Distance swam, latency to reach the platform, and swim speed are recorded.
The capacity of the animal to retrieve and retain learned information or the flexibility to purge and relearn new strategies can be determined using a probe trial in which the platform is taken out and the animals are allowed to swim in the pool. Time spent in the region that previously contained the platform, crossings over the platform area, and time to reach the platform location are measured.
Circular olfactory tubing Maze
The olfactory tubing maze is a very sensitive hippocampal-dependent task. Mice have to make two olfactory-reward associations across three training sessions. The maze is made up of four identical testing chambers connected to each other by semicircular cylinders. After having chosen one of two odors presented on each side of a testing chamber, the mice have to run to the next testing chamber. From one testing chamber to the next, the side for presentating each odor is randomly assigned. The mouse must run through the entire circular maze to make a response at the four testing chambers. A complete session consists of 20 trials made by running five times clockwise through the maze with 4 trials per run. The training and data recording are fully automated by a custom-made software program. Analysis of the data suggests that it would be possible using this olfactory tubing maze to study sub-categories of memory similar in some respects to those observed in humans. Consequently, possible effects on learning and memory of classical treatments (i.e. pharmacological or lesions) or genetic modifications in transgenic or gene-targeting mice could be tested.

Olfactory H-Maze
The olfactory H-maze is a new experimental paradigm to study the cognitive functions involved in delayed response tasks in mice. The delayed reaction paradigm, consisting in the discovery of two different rules consecutively (delayed alternation and non-alternation task) followed by a delayed reversal task, is a hallmark of human, monkey or rat prefrontal cortex functioning. This fully automated olfactory H-maze can be used to investigate cognitive impairment related to frontal cortex in mice.
Novel Object Recognition
The Novel Object Recognition test is used to evaluate cognition, and particularly recognition memory, in CNS disorders mouse models. This test is based on the spontaneous tendency of rodents to spend more time exploring a novel object than a familiar one. The choice to explore the novel object reflects the use of learning and recognition memory.

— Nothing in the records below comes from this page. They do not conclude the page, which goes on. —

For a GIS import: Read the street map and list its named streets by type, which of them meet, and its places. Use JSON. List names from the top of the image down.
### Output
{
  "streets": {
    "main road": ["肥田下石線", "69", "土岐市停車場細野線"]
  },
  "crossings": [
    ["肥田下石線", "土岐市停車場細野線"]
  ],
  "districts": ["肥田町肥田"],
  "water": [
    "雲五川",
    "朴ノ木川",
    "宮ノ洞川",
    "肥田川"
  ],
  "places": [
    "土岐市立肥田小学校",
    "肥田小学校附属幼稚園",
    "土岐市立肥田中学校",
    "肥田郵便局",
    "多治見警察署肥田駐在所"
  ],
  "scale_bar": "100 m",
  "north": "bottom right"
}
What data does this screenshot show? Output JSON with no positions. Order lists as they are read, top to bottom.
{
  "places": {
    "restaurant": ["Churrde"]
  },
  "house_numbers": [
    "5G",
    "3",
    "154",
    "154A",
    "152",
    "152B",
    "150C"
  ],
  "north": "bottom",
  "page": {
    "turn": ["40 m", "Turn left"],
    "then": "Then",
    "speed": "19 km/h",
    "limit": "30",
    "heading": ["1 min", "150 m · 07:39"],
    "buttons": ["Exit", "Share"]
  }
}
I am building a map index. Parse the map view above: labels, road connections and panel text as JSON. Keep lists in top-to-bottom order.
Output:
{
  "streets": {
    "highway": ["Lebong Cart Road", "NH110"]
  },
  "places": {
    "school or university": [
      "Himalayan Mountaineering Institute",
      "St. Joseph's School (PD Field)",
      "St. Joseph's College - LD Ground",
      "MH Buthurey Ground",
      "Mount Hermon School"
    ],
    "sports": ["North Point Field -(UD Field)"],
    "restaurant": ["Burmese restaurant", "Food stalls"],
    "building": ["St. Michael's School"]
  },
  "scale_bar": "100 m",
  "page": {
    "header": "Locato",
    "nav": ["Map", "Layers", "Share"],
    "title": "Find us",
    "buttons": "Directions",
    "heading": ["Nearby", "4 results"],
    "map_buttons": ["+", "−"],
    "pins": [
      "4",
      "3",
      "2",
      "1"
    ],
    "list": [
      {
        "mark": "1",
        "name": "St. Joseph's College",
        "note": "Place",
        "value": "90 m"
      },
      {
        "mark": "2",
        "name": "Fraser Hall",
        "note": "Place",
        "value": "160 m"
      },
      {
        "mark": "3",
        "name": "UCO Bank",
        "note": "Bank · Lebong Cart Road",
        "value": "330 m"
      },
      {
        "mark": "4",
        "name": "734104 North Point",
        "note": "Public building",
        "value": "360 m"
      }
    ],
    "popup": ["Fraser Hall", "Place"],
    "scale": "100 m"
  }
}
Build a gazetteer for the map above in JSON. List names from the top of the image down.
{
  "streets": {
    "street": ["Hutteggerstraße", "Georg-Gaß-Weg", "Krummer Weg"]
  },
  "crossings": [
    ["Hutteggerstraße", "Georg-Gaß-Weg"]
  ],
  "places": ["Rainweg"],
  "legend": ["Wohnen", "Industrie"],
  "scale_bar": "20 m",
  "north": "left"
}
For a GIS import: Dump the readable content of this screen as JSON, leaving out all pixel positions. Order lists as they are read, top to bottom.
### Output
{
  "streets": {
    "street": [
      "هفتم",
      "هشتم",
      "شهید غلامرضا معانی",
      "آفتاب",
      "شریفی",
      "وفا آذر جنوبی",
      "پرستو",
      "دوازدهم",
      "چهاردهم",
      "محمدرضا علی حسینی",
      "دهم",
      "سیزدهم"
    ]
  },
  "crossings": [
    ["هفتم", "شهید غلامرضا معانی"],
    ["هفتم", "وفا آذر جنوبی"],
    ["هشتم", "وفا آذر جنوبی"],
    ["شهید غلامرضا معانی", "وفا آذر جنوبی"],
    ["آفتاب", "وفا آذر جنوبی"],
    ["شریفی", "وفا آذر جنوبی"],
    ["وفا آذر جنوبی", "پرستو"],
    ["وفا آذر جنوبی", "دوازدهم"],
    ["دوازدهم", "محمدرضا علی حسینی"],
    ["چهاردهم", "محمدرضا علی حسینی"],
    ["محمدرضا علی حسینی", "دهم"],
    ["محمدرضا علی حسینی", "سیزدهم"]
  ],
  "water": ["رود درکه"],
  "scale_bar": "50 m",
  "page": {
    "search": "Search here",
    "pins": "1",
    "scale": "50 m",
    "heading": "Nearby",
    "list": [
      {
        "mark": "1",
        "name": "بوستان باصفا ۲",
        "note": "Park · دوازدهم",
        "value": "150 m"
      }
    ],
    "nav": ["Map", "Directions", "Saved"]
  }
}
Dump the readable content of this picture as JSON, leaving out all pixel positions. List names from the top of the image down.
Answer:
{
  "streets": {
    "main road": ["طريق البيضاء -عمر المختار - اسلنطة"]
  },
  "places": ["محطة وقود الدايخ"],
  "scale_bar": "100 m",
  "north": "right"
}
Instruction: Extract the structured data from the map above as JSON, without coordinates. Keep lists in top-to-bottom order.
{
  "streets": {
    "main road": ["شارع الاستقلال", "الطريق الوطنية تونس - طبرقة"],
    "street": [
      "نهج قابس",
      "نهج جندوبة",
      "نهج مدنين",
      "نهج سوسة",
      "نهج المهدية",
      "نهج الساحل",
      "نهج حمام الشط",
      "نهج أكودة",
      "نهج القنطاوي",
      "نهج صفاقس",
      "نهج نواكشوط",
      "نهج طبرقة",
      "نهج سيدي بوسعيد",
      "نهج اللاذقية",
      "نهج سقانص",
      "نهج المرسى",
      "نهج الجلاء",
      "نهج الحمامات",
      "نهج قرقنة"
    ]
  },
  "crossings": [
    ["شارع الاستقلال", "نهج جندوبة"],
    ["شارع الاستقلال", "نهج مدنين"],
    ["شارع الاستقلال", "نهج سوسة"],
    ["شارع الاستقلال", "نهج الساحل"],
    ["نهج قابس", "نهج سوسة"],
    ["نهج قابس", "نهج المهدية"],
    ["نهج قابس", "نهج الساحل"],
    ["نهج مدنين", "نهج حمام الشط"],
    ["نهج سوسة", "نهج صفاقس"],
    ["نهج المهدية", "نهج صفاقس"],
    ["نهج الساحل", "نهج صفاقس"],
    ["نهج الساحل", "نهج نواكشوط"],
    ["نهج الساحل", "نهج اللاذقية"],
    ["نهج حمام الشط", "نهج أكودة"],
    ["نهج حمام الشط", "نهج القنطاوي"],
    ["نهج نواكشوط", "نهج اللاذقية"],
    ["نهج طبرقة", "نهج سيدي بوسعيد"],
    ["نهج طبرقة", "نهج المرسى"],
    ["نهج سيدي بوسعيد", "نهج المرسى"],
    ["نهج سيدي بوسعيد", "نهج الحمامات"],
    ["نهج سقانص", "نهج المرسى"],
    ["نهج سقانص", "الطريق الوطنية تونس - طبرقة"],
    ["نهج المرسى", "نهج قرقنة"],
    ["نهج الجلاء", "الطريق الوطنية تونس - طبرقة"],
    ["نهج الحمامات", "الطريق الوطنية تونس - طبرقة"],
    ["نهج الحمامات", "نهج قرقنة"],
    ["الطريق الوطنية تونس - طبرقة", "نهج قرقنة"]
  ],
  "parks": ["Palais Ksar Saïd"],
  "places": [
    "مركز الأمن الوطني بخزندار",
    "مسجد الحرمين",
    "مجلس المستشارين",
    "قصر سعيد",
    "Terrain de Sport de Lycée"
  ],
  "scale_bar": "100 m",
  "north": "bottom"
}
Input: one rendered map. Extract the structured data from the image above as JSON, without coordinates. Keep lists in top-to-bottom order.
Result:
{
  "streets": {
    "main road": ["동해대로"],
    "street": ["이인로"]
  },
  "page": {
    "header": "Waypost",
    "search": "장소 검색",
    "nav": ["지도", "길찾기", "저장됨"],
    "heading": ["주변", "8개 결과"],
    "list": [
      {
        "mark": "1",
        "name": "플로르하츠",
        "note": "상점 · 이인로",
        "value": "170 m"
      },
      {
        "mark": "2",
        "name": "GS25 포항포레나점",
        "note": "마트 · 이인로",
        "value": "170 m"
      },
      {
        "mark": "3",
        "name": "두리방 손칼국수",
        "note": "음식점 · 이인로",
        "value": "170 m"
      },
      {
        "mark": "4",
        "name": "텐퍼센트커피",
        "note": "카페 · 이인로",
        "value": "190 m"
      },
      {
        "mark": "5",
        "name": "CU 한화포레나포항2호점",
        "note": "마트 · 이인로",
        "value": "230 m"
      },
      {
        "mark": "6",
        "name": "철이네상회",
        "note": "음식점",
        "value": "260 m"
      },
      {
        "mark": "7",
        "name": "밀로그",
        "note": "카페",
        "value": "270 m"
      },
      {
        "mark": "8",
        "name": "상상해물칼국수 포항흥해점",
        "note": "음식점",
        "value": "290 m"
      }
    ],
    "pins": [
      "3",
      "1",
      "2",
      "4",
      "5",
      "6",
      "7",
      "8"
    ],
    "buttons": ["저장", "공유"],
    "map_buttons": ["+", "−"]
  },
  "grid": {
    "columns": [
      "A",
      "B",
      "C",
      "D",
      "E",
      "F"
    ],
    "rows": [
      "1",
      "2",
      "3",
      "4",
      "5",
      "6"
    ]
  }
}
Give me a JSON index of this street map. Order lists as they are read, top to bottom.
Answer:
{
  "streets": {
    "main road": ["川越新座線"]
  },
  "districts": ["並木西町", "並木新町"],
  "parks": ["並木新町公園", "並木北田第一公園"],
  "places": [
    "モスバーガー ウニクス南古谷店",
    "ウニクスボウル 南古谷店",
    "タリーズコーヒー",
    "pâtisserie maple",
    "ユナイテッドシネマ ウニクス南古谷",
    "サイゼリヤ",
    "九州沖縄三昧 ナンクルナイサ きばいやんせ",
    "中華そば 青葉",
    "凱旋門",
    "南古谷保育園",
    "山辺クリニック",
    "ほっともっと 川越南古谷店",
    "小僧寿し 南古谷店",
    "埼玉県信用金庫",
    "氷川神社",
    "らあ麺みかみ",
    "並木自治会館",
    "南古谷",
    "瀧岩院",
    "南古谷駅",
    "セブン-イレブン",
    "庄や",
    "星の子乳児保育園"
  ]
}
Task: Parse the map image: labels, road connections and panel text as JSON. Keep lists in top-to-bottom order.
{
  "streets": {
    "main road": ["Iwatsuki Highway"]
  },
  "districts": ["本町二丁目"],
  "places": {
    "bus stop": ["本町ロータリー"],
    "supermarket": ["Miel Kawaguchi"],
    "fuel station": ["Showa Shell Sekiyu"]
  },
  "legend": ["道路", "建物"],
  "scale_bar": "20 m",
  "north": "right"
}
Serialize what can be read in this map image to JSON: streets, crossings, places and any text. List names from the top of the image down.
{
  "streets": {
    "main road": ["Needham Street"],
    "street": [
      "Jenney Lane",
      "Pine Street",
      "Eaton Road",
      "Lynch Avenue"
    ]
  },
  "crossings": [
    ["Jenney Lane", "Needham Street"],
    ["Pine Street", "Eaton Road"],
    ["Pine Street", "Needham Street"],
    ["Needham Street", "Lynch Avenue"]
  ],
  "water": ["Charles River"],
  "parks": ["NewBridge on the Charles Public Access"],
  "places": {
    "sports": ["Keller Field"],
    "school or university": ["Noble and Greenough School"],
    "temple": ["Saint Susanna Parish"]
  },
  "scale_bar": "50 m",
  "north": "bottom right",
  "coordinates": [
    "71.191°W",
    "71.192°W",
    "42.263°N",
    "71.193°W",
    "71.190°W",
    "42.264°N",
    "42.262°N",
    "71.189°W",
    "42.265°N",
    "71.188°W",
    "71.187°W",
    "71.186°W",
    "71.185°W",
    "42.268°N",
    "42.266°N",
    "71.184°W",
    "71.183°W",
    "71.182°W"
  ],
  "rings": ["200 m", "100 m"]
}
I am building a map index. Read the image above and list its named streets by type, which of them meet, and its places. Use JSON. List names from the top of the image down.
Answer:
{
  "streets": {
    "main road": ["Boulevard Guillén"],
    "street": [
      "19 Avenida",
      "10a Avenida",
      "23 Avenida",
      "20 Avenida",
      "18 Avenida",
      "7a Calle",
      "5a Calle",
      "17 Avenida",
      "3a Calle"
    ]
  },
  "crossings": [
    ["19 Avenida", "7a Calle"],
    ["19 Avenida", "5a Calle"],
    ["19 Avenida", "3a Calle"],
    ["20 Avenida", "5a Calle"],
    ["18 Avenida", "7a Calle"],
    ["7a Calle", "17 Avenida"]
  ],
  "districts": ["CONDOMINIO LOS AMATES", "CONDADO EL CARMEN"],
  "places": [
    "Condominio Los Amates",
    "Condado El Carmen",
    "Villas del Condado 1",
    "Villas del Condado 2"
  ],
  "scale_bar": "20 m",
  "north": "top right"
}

During habituation, the animals are allowed to explore an empty open-field arena. 24 hours after, the animals are exposed to the familiar arena with two identical objects placed at an equal distance to the border. The next day, the mice are allowed to explore the open-field in the presence of the familiar object and a novel object to test long-term recognition memory. The time spent exploring each object and the discrimination index are recorded. This test is useful for assessing impaired cognitive ability in transgenic strains of mice and evaluation novel chemical entities for their effect on cognition.
....other tests may also be implemented on demand...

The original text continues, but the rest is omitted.